Raw data below:

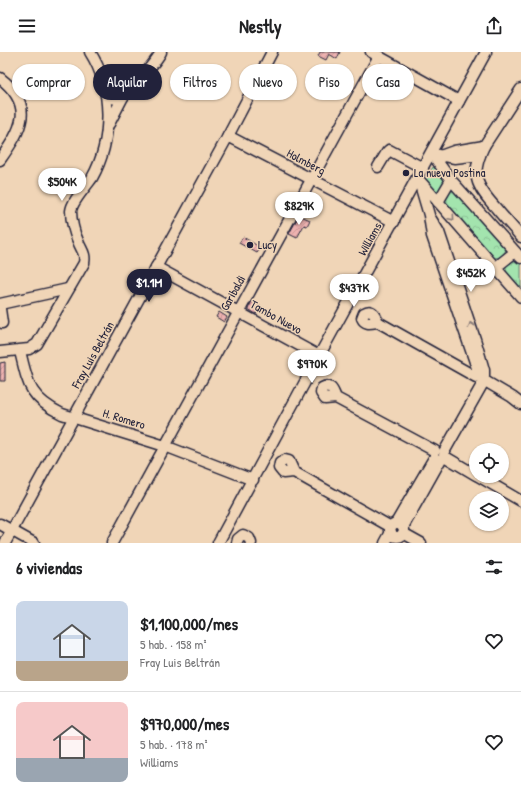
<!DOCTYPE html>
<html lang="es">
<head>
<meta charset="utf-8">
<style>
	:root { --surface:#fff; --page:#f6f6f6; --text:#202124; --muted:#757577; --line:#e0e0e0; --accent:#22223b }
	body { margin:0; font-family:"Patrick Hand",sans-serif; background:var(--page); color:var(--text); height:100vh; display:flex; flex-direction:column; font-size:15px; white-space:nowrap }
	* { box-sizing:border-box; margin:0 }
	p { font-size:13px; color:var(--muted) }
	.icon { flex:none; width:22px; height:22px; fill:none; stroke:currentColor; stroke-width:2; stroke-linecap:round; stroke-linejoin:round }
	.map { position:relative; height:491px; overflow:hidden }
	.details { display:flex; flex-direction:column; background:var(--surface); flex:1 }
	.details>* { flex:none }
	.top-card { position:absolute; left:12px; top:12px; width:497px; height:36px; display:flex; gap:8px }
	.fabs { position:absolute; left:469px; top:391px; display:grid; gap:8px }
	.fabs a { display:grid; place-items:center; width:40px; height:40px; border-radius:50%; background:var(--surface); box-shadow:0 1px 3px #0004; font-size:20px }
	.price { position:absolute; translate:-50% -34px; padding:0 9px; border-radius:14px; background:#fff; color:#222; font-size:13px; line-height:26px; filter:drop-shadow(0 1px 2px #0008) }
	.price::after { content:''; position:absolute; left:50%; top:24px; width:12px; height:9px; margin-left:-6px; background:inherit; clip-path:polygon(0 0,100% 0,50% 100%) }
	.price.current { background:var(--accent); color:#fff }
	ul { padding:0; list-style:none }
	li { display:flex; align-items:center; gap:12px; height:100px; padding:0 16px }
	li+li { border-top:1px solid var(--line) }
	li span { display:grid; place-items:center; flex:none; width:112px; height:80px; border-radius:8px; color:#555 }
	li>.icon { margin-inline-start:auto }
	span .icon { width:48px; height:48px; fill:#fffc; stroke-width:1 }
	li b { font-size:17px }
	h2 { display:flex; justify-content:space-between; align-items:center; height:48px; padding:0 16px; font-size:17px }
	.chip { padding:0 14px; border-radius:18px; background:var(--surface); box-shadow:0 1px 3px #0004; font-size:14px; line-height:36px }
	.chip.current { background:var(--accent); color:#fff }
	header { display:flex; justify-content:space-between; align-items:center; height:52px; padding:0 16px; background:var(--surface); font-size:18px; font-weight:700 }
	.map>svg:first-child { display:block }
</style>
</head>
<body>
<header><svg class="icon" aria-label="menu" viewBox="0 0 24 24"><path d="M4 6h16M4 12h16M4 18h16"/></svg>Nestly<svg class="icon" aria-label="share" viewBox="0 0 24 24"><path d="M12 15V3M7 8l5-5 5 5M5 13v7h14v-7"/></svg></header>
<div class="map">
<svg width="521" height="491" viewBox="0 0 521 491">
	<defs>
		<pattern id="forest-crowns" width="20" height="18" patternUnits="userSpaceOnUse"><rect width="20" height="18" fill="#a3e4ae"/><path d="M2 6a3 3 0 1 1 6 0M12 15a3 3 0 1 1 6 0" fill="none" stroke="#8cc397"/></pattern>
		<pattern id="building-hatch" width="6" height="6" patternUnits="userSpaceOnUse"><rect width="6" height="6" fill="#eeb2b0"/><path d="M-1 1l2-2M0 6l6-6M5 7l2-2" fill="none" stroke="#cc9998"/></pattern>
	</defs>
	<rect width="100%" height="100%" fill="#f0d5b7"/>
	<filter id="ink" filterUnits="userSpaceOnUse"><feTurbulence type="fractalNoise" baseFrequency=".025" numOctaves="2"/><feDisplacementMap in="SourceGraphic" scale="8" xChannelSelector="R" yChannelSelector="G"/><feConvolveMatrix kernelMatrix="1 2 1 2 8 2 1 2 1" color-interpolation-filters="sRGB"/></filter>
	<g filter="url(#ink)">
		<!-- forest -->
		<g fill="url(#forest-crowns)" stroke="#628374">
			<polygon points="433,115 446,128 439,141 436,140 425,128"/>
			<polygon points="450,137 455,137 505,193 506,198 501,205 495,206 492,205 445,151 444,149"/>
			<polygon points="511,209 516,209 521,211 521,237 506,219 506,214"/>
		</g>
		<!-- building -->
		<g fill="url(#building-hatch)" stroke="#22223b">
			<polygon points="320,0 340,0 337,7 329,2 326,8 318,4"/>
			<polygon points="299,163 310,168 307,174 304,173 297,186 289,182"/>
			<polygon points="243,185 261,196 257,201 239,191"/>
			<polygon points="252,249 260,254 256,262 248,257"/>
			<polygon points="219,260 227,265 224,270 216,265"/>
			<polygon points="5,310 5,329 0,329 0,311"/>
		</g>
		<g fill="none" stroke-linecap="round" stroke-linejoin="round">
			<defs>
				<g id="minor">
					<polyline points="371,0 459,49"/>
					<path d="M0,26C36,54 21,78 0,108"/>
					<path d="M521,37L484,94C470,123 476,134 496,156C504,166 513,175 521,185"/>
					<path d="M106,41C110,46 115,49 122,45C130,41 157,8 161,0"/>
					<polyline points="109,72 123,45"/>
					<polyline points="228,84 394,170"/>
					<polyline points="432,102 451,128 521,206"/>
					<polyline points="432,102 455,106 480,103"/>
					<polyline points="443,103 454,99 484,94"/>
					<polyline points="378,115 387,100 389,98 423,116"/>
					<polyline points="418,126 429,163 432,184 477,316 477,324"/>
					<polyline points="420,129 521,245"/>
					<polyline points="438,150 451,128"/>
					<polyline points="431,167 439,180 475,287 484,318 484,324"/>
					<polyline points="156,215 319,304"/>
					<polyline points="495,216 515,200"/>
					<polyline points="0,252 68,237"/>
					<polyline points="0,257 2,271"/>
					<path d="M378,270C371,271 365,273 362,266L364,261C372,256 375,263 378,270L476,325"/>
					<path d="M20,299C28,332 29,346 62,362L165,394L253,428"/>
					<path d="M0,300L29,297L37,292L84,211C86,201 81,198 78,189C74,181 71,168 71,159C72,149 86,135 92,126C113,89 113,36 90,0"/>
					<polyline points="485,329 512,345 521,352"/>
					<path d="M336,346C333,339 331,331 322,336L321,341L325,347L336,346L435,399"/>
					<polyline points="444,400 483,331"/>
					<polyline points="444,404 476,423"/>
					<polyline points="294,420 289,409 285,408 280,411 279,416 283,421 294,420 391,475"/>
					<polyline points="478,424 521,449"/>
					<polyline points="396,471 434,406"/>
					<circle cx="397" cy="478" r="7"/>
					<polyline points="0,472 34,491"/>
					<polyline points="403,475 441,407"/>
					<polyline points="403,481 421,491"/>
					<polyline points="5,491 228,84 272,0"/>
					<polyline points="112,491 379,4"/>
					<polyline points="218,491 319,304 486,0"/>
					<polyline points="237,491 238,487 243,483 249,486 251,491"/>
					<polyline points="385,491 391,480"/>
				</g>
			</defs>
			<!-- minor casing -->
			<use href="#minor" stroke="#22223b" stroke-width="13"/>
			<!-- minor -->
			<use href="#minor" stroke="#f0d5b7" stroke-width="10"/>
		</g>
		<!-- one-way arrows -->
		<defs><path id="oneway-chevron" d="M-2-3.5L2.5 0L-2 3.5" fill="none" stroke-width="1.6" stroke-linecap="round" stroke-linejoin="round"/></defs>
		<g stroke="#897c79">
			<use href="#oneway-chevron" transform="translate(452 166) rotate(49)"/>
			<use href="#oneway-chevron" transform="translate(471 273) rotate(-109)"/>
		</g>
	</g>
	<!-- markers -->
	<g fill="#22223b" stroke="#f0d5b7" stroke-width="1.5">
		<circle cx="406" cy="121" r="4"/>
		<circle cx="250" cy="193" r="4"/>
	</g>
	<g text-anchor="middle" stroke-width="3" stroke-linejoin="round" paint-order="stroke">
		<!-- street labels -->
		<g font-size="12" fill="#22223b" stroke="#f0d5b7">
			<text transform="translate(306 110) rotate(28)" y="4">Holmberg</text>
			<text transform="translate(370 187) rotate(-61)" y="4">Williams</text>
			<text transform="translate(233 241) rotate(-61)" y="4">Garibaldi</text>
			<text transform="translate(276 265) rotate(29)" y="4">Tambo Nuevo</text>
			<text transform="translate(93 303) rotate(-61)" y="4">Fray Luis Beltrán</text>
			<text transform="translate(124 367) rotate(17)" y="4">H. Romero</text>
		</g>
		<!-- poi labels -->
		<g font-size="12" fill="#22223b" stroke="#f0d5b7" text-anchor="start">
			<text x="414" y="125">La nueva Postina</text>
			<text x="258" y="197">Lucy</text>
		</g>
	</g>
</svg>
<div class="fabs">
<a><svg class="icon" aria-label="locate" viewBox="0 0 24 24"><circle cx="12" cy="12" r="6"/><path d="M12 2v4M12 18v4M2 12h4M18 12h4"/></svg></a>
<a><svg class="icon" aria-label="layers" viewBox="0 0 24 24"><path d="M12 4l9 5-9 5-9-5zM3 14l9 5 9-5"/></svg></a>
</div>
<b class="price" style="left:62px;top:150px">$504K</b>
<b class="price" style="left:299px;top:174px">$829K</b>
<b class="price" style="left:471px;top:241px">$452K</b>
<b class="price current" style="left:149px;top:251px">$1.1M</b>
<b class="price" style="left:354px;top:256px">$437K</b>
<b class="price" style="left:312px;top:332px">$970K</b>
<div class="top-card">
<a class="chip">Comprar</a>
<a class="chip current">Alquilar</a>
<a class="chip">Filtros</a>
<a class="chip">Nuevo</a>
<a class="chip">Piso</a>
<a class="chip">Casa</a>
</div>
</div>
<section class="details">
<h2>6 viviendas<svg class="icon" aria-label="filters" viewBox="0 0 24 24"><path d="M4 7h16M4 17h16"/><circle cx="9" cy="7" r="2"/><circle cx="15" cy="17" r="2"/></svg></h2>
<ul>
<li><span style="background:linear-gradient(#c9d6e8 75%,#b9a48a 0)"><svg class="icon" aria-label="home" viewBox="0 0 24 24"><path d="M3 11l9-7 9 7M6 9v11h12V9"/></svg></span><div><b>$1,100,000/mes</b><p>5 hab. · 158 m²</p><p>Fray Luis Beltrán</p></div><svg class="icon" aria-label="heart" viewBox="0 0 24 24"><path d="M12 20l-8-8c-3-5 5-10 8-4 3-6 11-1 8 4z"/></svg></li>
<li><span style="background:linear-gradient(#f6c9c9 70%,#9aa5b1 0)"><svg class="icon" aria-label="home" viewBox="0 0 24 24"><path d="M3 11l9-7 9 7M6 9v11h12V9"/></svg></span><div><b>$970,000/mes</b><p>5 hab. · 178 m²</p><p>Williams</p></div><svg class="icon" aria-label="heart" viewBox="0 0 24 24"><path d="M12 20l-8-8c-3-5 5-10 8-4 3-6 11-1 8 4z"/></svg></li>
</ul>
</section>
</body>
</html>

End of Raw data.

• **Task objective**
Given the records above, reproduce precisely and only the lines between the line holding "position:absolute; translate:-50% -34px;" and the line holding "content:''; position:absolute; left:50%;", inclusive.

• **Solution below**
	.price { position:absolute; translate:-50% -34px; padding:0 9px; border-radius:14px; background:#fff; color:#222; font-size:13px; line-height:26px; filter:drop-shadow(0 1px 2px #0008) }
	.price::after { content:''; position:absolute; left:50%; top:24px; width:12px; height:9px; margin-left:-6px; background:inherit; clip-path:polygon(0 0,100% 0,50% 100%) }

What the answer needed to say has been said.